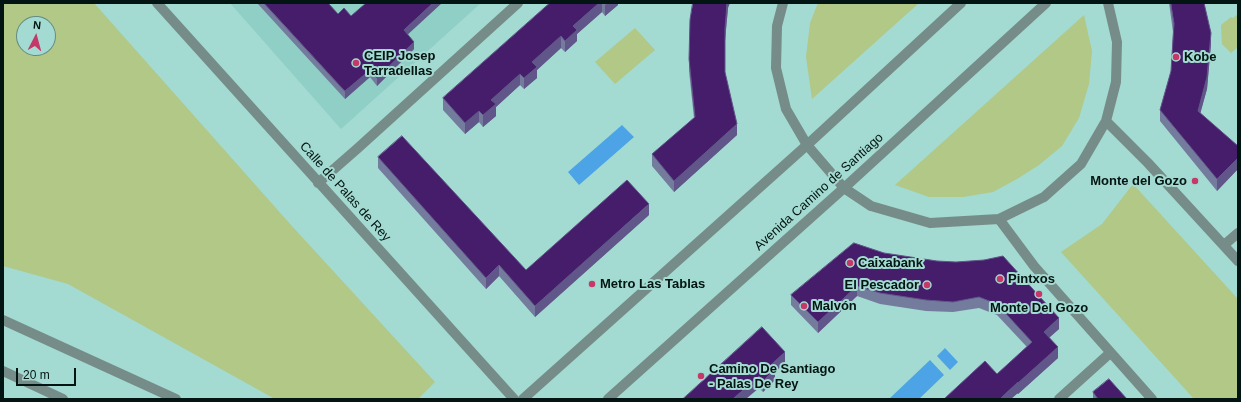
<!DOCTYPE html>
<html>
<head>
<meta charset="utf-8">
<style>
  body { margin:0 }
  #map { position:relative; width:1241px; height:402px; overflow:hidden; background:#a3dad1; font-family:Helvetica,sans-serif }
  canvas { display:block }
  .frame { position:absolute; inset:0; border:4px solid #021512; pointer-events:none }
  .north { position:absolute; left:16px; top:16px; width:40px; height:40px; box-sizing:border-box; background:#a3dad1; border:1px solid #638b85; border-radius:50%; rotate:6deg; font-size:11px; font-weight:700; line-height:16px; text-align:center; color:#021512 }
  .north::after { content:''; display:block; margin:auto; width:14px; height:18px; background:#c53869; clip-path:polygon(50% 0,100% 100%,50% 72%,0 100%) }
  .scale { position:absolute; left:16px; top:368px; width:60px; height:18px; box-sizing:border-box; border:2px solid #021512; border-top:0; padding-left:5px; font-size:12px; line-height:14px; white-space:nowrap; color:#021512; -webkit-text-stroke:3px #a3dad1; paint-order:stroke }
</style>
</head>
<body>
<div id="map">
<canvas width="1241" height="402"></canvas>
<div class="frame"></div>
<div class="north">N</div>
<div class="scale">20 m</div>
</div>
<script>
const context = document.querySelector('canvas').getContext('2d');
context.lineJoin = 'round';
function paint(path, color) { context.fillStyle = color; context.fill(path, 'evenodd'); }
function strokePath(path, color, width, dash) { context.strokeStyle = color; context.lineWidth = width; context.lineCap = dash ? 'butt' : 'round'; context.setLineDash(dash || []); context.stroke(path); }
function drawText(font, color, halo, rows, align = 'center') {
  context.font = font + ' Helvetica,sans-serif'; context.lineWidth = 4; context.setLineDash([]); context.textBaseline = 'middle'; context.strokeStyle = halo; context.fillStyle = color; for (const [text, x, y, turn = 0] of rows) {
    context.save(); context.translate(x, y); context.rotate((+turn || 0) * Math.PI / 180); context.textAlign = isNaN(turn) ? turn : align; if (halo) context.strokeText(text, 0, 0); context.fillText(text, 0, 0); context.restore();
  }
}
const built = new Path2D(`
  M230,3H481L341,129Z`);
const green = new Path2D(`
  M3,3H94L291,225L435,382L418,399H275L68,284L3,266ZM24,24H48V48H24Z
  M818,3H919L812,99L806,57L810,23Z
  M1238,14V47L1231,53L1222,44L1221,25L1231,17L1233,18Z
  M1084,15L1092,51L1089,84L1079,118L1062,146L1039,165L1017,179L993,192L963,197H929L895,185Z
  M635,28L655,50L615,84L595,62Z
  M1133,184L1238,299V399H1194L1061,252L1102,224Z`);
const water = new Path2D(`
  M622,125L634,137L579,185L568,172Z
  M945,348L958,362L950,370L937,356Z
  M930,360L944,375L919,399H889Z`);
const minor = new Path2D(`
  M157,3L514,399
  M783,3L777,26L776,68L786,109L807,145L844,188L871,206L930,223L999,219L1044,197L1081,164L1106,121L1116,82L1117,42L1108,3
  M1106,121L1148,163L1238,261
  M318,183L358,148L518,3
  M999,219L1034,266L1152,399
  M1224,245L1238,233
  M1059,399L1110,353`);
const tertiary = new Path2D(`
  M3,320L176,399
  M3,371L63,399
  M523,399L807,145L961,3
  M608,399L844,188L1046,3`);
const wall = new Path2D(`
  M257,3H328L338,14L351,16L408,34L414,49L377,86L370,77L345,99Z
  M550,3H618V5L605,16L602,12L577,34V41L565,52L561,48L537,70V78L524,89L520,85L496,107V116L483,127L479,122L465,134L443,110V98Z
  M1169,3H1204L1211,44L1207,89L1200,113L1238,146V169L1217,191L1160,121V110L1171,71L1173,32L1170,10Z
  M728,8L725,39V72L737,135L674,192L652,166V154L694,118L689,71V59Z
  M378,157L526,270L649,215L535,317L499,276L486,289L378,168Z
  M854,243L1059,329L1049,338L1058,358L1018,394L997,374L1027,347L997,315L979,308L953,312L926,311L880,304L857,296L818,333L791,305V295Z
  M785,363L775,372V380L763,392L759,388L683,399Z
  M1093,392L1127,399H1093Z`);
const shadedWall = new Path2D(`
  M433,3H442L404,38V30Z
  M599,3H602V12L577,34V41L565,52V41L573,26Z
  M608,3H618V5L605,16V5Z
  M727,3H730L728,8L725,41V29Z
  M1211,33V44L1207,89L1198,122V111Z
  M561,36V48L537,70V78L524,89V78L532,62Z
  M414,42V49L377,86V78Z
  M370,70V77L345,99V91Z
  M520,74V85L496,107V116L483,127V115L491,100Z
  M479,111V122L465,134V123Z
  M737,124V135L674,192V181Z
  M1238,158V169L1217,191V179Z
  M649,204V215L535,317V306Z
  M499,265V276L486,289V278Z
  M857,286V296L818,333V322Z
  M1059,318V329L1044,342V332Z
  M1058,347V358L1018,394V383Z
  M785,352V363L775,372V380L763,392V381L771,365Z
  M759,376V388L746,399H733Z
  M1018,382V393L1011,399H1000Z`);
const building = new Path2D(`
  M264,3H328L338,14L344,8L351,16L366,3H433L404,30L414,42L377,78L370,70L345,91Z
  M550,3H599L573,26L577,30L565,41L561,36L532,62L537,67L524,78L520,74L491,100L496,104L483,115L479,111L465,123L443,98Z
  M693,3H727L725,29V72L737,124L674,181L652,154L695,117L689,59L690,20Z
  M1171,3H1204L1211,33L1207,77L1198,111L1238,146V158L1217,179L1160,110L1171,71L1174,24Z
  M402,136L526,270L627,180L649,204L535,306L499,265L486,278L378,157Z
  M854,243L884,253L937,261L956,262L984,260L1003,256L1059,318L1044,332L1058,347L1018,383V382L1000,399H944L985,361L997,374L1032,342L997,304L979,297L953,302L926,300L880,293L857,286L818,322L791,295Z
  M762,327L785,352L771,365L775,369L763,381L759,376L733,399H683Z
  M1109,379L1127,399H1098L1093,392Z`);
const markers = [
  [1176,57,4,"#c53869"],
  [356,63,4,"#c53869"],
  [1195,181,4,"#c53869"],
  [850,263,4,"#c53869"],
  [1000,279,4,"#c53869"],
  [592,284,4,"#c53869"],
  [927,285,4,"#c53869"],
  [1039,294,4,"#c53869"],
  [804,306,4,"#c53869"],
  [701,376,4,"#c53869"]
];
const poiNames = [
  ["CEIP Josep",364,56],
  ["Tarradellas",364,71],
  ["Kobe",1184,57],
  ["Monte del Gozo",1187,181,"right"],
  ["Caixabank",858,263],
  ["Pintxos",1008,279],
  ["Metro Las Tablas",600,284],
  ["El Pescador",919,285,"right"],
  ["Malvón",812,306],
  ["Monte Del Gozo",1039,308,"center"],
  ["Camino De Santiago",709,369],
  ["- Palas De Rey",709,384]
];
const streetNames = [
  ["Calle de Palas de Rey",345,192,48],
  ["Avenida Camino de Santiago",819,192,-42]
];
paint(built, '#8fcfc5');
paint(green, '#b1c887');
paint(water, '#4ca4e7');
strokePath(minor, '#768c89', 10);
strokePath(tertiary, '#768c89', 10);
paint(wall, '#747c9e');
paint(shadedWall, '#615689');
paint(building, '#451d6a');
strokePath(building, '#615689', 1);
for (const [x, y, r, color] of markers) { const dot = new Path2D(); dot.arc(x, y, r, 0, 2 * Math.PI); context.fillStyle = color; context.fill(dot); strokePath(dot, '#a3dad1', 1.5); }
drawText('bold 13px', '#021512', '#a3dad1', poiNames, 'left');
drawText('13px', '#021512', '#a3dad1', streetNames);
</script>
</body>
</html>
———
*EXERCISE AIM*.
Each line of the material that has "rows" in it should be counted; reply with that number alone.

*TASK RESULT*.
2